Many brands start with an ideation session, whereby the key stakeholders meet to look at the existing business platform and customer profile to identify new areas of opportunities. Ideation sessions are akin to brainstorms, whereby all ideas, thoughts and questions are discussed.
Exciting business-building initiatives are often the byproduct of these sessions, laying the groundwork for innovation.
Take juice as a theoretical example. In some markets, consumers are moving away from juice in favor of other beverages. This reality tells us that for a juice brand to remain relevant, it needs to explore the possibility of new consumption occasions. So what does that look like? And how can a brand get consumers to think of juice as a smart choice for refreshment any time of day?
This is where incremental innovation comes into play.
Instead of creating a new product from scratch, what if the brand added something to the product? The addition of caffeine can reposition the drink from a breakfast accompaniment to an afternoon pick-me-up. Adding chamomile or CBD oil repositions the juice as a solution to facilitate relaxation and calm at the end of the day.
Thinking about ways to expand or improve a product doesn't mean innovation has to be a revolution. Rather, it's an evolution made possible by smaller steps.
Rolls-Royce, a British company best known for luxury vehicles, needed to combat declining sales from a narrow consumer base. To do this, Rolls-Royce evolved its focus to address a new audience: the airline industry.
By leveraging its established technology and expertise, Rolls-Royce was able to penetrate a new market category. Today the brand designs, manufactures and distributes power systems for the aviation industry, and this high-flying B2B strategy revved up global sales.
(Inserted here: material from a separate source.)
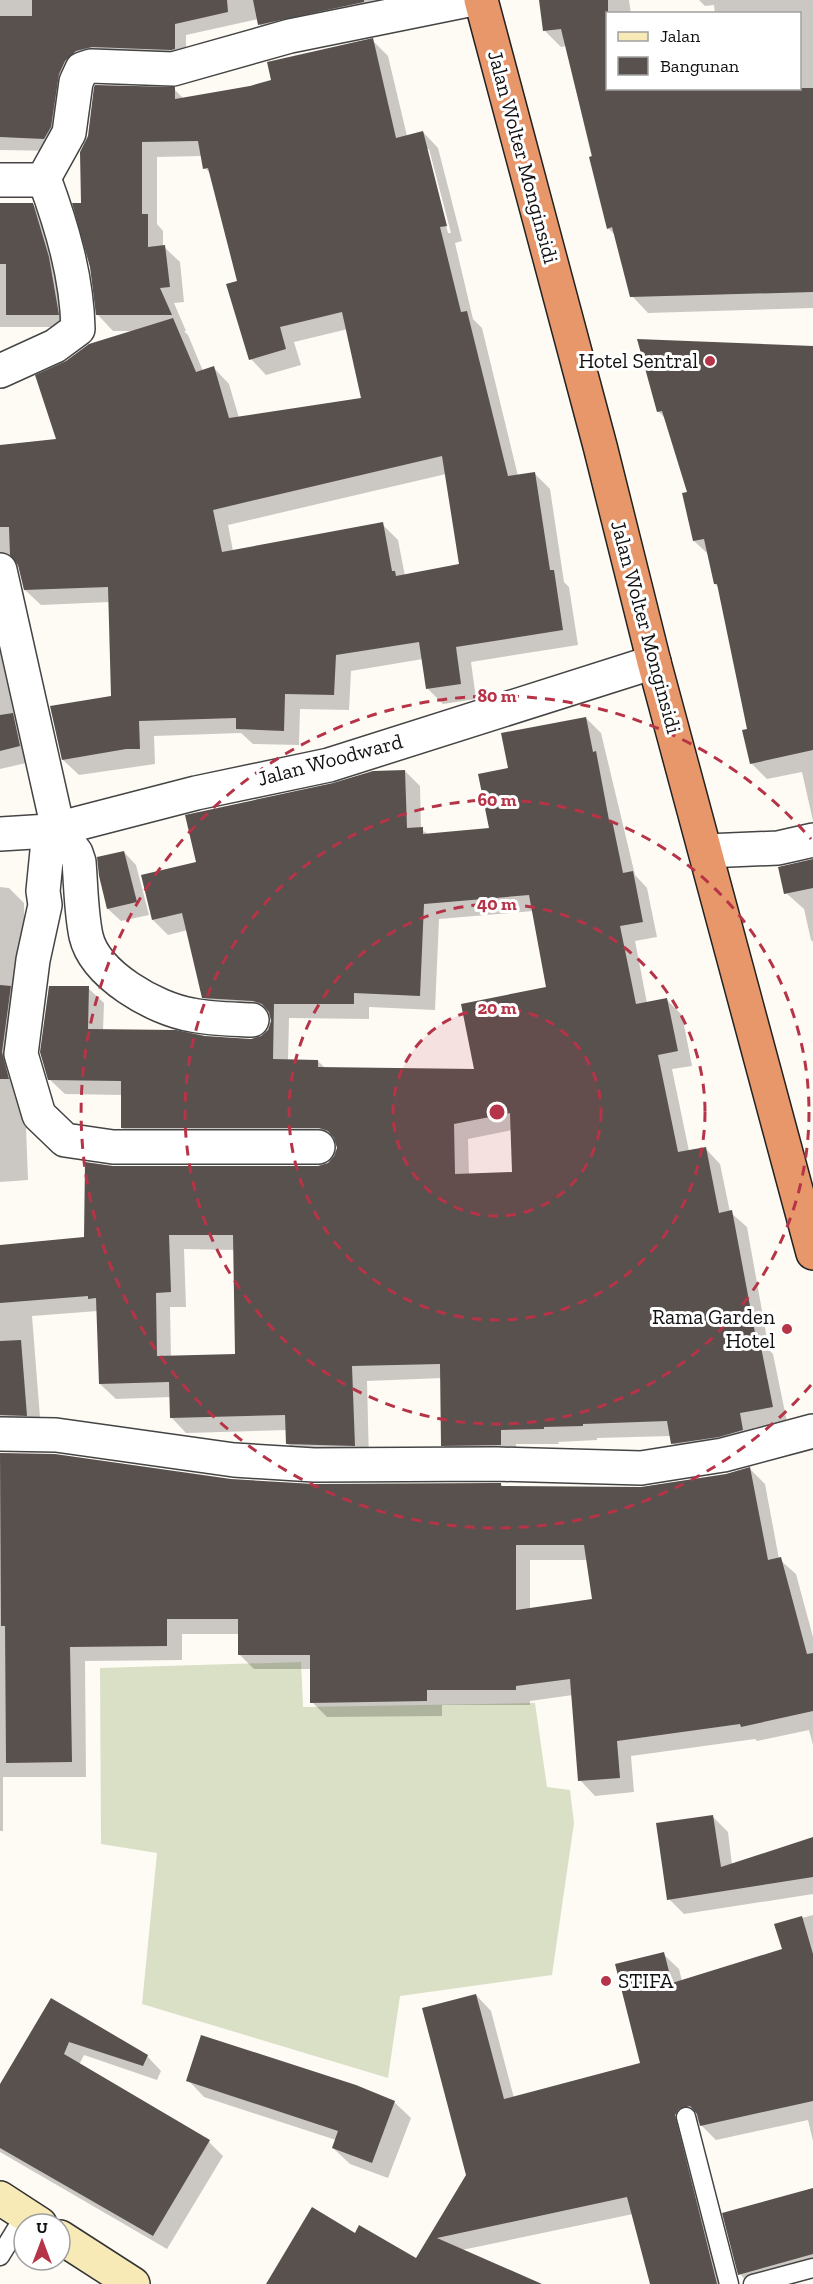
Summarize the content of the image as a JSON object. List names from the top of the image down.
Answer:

Lego is another company that dared to change. Once synonymous with building blocks for young boys, market share imploded as video games and digital content captured the attention span of its key demographic. Lego responded by innovating its mainstay product, Legos, into a new version called Lego Friends, which was designed to appeal to young girls.
With Lego Friends, the idea that only boys built things with Legos became obsolete, and a new customer segment helped to bolster sales.
While not every brand has a global reach like Rolls-Royce or Lego, scope doesn't matter. Any food and beverage brand can leverage innovation to create a new category or expand the marketing success of an existing product.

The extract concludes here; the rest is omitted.